INSTRUCTIONS FOR THE TASK —
Your reply should reproduce each entry exactly and contain no pictures.

MATERIAL TO PROCESS —
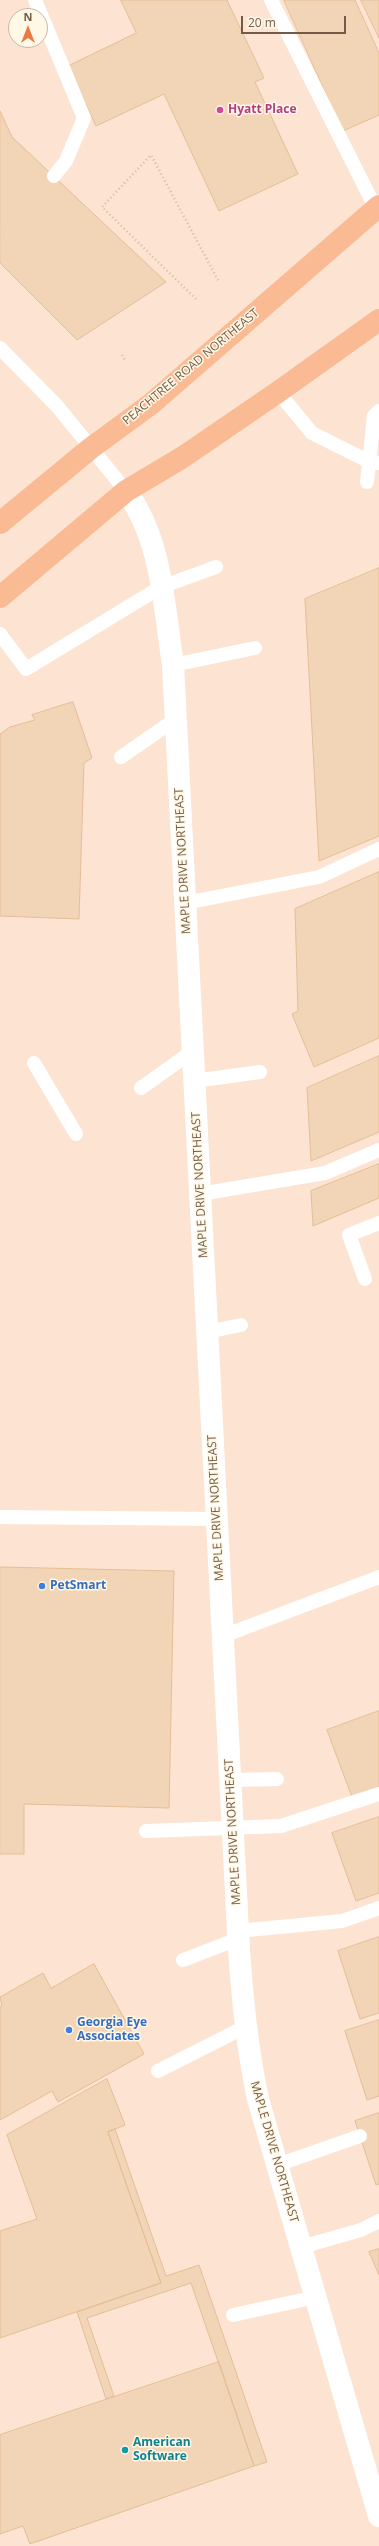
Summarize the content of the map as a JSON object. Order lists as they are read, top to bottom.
{
  "streets": {
    "highway": ["PEACHTREE ROAD NORTHEAST"],
    "street": ["MAPLE DRIVE NORTHEAST"]
  },
  "places": [
    "Hyatt Place",
    "PetSmart",
    "Georgia Eye Associates",
    "American Software"
  ],
  "scale_bar": "20 m",
  "north": "top"
}
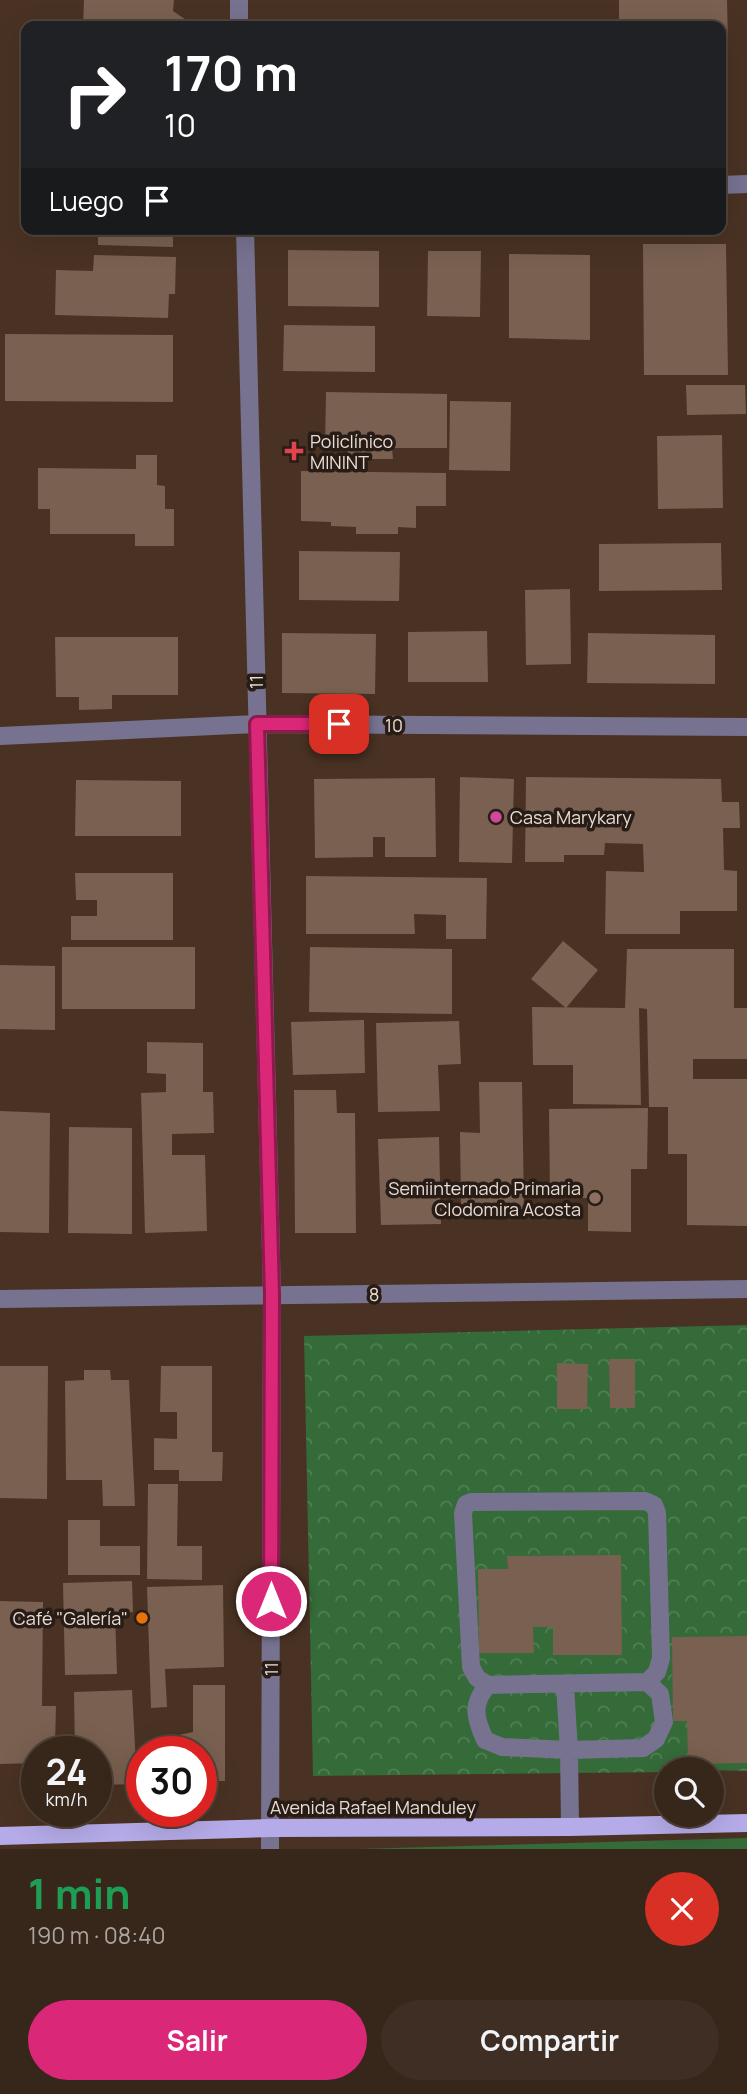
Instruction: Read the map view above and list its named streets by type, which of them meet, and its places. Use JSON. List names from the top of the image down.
{
  "streets": {
    "main road": ["Avenida Rafael Manduley"],
    "street": ["11", "10", "8"]
  },
  "crossings": [
    ["11", "10"],
    ["11", "8"],
    ["11", "Avenida Rafael Manduley"]
  ],
  "places": {
    "health": ["Policlínico MININT"],
    "other": ["Casa Marykary", "Semiinternado Primaria Clodomira Acosta", "Café \"Galería\""]
  },
  "page": {
    "turn": ["170 m", "10"],
    "then": "Luego",
    "speed": "24 km/h",
    "limit": "30",
    "heading": ["1 min", "190 m · 08:40"],
    "buttons": ["Salir", "Compartir"]
  }
}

PROBLEM SOLUTION —
Summarize the content of the map as a JSON object. Order lists as they are read, top to bottom.
{
  "streets": {
    "highway": ["PEACHTREE ROAD NORTHEAST"],
    "street": ["MAPLE DRIVE NORTHEAST"]
  },
  "places": [
    "Hyatt Place",
    "PetSmart",
    "Georgia Eye Associates",
    "American Software"
  ],
  "scale_bar": "20 m",
  "north": "top"
}
Instruction: Read the map view above and list its named streets by type, which of them meet, and its places. Use JSON. List names from the top of the image down.
{
  "streets": {
    "main road": ["Avenida Rafael Manduley"],
    "street": ["11", "10", "8"]
  },
  "crossings": [
    ["11", "10"],
    ["11", "8"],
    ["11", "Avenida Rafael Manduley"]
  ],
  "places": {
    "health": ["Policlínico MININT"],
    "other": ["Casa Marykary", "Semiinternado Primaria Clodomira Acosta", "Café \"Galería\""]
  },
  "page": {
    "turn": ["170 m", "10"],
    "then": "Luego",
    "speed": "24 km/h",
    "limit": "30",
    "heading": ["1 min", "190 m · 08:40"],
    "buttons": ["Salir", "Compartir"]
  }
}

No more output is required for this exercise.